Year of the Cat by Al Stewart
Al Stewart's 'Year of the Cat' album took the Hippie Trail mainstream. Davie Scott hears how this escapism resonated with UK listeners mired in strikes and unemployment in 1976.
Al Stewart's 'Year of the Cat' album took the Hippie Trail mainstream. Davie Scott hears how this escapism resonated with UK listeners mired in strikes and unemployment in 1976. It was a far cry from Al Stewart's humble beginnings. As he tells it in one of his songs, "I came up to London when I was 19 with a corduroy jacket and a head full of dreams." A poetic singer-songwriter born in Glasgow, he moved to Dorset before falling in with the folk scene. So far, so Donovan, but then Al's story splinters off into peculiarly unique directions.

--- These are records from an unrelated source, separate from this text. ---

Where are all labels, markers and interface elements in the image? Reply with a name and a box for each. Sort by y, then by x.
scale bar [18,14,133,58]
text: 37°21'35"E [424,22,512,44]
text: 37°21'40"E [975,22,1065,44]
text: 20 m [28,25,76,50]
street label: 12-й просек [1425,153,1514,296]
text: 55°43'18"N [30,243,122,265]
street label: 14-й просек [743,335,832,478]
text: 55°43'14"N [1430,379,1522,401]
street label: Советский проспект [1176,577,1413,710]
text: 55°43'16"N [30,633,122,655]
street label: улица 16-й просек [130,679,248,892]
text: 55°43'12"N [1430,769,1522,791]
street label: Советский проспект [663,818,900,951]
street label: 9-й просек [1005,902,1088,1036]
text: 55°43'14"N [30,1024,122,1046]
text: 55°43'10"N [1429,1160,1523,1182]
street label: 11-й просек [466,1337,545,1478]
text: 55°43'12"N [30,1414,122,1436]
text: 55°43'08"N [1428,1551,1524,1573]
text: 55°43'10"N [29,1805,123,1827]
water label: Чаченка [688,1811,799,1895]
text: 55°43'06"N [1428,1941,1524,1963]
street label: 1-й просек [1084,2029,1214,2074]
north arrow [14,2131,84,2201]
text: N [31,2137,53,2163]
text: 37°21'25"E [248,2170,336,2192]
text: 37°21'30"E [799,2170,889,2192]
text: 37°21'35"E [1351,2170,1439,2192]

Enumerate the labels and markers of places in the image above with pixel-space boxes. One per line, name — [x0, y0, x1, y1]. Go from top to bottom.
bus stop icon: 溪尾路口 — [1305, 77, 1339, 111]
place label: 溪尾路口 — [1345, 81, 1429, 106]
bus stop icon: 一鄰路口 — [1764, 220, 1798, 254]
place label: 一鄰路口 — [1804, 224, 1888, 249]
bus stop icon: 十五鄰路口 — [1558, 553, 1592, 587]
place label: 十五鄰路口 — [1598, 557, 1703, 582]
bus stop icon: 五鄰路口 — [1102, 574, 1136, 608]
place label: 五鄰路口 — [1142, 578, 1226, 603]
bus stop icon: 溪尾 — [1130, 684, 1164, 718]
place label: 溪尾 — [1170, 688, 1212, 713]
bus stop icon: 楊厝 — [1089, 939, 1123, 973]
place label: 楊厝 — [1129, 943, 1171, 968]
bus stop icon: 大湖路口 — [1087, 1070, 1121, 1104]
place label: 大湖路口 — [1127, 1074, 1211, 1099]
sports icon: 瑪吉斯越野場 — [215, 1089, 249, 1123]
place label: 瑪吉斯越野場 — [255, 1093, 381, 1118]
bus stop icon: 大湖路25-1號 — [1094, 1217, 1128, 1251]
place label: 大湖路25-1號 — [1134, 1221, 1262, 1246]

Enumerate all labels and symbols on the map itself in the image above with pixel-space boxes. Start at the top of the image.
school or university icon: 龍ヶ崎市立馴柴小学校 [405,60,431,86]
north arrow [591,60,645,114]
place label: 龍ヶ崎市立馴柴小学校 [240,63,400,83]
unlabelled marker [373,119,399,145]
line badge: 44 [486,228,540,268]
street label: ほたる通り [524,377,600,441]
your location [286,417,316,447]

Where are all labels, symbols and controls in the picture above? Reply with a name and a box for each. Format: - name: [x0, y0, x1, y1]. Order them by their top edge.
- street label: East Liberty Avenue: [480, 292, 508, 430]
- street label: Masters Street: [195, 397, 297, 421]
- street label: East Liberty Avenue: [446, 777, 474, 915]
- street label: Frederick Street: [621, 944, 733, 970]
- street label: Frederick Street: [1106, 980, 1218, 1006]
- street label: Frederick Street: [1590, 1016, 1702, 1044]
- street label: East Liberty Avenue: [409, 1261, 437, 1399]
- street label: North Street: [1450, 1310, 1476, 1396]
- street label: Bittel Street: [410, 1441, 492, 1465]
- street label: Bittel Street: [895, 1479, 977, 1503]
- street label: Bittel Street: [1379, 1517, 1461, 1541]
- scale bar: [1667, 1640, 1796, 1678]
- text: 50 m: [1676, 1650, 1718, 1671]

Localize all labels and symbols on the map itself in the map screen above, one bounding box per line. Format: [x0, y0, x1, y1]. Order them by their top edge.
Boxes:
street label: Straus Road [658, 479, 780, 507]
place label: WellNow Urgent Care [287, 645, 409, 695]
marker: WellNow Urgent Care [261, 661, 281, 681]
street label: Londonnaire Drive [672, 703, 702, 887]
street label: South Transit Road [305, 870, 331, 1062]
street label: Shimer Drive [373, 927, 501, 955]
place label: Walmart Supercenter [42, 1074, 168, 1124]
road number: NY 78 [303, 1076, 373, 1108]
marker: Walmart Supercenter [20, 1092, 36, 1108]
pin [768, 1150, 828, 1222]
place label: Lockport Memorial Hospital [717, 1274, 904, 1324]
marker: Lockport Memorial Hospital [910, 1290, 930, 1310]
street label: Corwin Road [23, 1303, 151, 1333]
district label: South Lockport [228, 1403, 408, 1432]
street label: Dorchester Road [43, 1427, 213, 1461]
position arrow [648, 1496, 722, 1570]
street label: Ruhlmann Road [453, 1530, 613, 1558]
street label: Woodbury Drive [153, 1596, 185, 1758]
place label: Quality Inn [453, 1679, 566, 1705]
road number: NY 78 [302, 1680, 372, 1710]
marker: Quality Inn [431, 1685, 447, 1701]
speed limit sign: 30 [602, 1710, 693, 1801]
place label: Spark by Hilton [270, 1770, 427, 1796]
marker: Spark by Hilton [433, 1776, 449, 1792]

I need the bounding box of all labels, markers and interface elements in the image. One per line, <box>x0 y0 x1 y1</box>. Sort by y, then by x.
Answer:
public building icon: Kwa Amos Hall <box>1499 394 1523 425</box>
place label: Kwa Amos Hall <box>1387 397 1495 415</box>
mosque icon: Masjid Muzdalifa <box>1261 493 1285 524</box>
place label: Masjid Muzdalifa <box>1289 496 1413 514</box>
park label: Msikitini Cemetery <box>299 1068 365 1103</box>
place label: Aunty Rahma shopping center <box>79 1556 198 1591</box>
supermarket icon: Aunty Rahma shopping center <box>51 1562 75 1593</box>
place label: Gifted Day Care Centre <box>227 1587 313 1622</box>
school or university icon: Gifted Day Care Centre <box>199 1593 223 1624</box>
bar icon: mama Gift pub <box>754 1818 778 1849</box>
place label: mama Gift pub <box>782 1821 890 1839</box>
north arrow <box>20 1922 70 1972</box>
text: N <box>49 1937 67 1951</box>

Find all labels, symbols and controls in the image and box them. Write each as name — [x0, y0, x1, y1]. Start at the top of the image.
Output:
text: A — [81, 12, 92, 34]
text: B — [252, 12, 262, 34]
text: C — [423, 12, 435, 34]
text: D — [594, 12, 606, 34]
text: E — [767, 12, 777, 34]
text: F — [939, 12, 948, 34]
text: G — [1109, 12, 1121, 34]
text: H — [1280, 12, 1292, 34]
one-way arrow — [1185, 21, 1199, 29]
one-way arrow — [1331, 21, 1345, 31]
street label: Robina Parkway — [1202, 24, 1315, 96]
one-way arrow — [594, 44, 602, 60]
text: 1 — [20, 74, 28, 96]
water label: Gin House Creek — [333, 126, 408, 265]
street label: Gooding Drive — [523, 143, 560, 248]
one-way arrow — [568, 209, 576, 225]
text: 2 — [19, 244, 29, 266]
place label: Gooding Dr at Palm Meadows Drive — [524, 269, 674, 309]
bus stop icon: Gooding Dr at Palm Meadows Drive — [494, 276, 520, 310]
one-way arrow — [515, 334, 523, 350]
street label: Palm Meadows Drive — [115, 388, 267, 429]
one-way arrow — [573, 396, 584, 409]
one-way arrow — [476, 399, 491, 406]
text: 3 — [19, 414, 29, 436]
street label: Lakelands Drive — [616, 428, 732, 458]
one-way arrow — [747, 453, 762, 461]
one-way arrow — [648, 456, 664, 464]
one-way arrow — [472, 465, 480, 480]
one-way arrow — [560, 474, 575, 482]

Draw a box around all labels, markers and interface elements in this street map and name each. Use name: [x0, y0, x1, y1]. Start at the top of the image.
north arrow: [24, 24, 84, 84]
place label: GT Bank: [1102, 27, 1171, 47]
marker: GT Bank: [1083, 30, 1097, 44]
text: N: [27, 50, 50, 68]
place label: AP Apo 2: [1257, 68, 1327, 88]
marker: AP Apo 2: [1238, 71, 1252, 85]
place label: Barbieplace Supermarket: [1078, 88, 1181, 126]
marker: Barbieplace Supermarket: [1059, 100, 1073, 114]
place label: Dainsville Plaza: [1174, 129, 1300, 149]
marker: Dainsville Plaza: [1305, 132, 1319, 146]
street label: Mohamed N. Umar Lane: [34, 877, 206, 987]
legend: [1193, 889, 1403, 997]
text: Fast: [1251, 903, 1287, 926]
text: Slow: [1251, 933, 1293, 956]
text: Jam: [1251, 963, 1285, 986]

He bought his first guitar from Andy Sumners of The Police, shared a flat with Paul Simon and gave Yoko Ono all his money for an exhibition of naked bottoms. That came before landing in the US Top 5 with his 1976 album 'Year of the Cat'. The single of the same name is a dreamy, meandering epic about a life changing meeting between a naΓ―ve young traveller and a worldly hippy. It's absolutely of its time, but continues to get airplay around the world and helped Al secure high-profile friends and admirers such as Tori Amos, Jimmy Page, Bert Jansch and Rick Wakeman.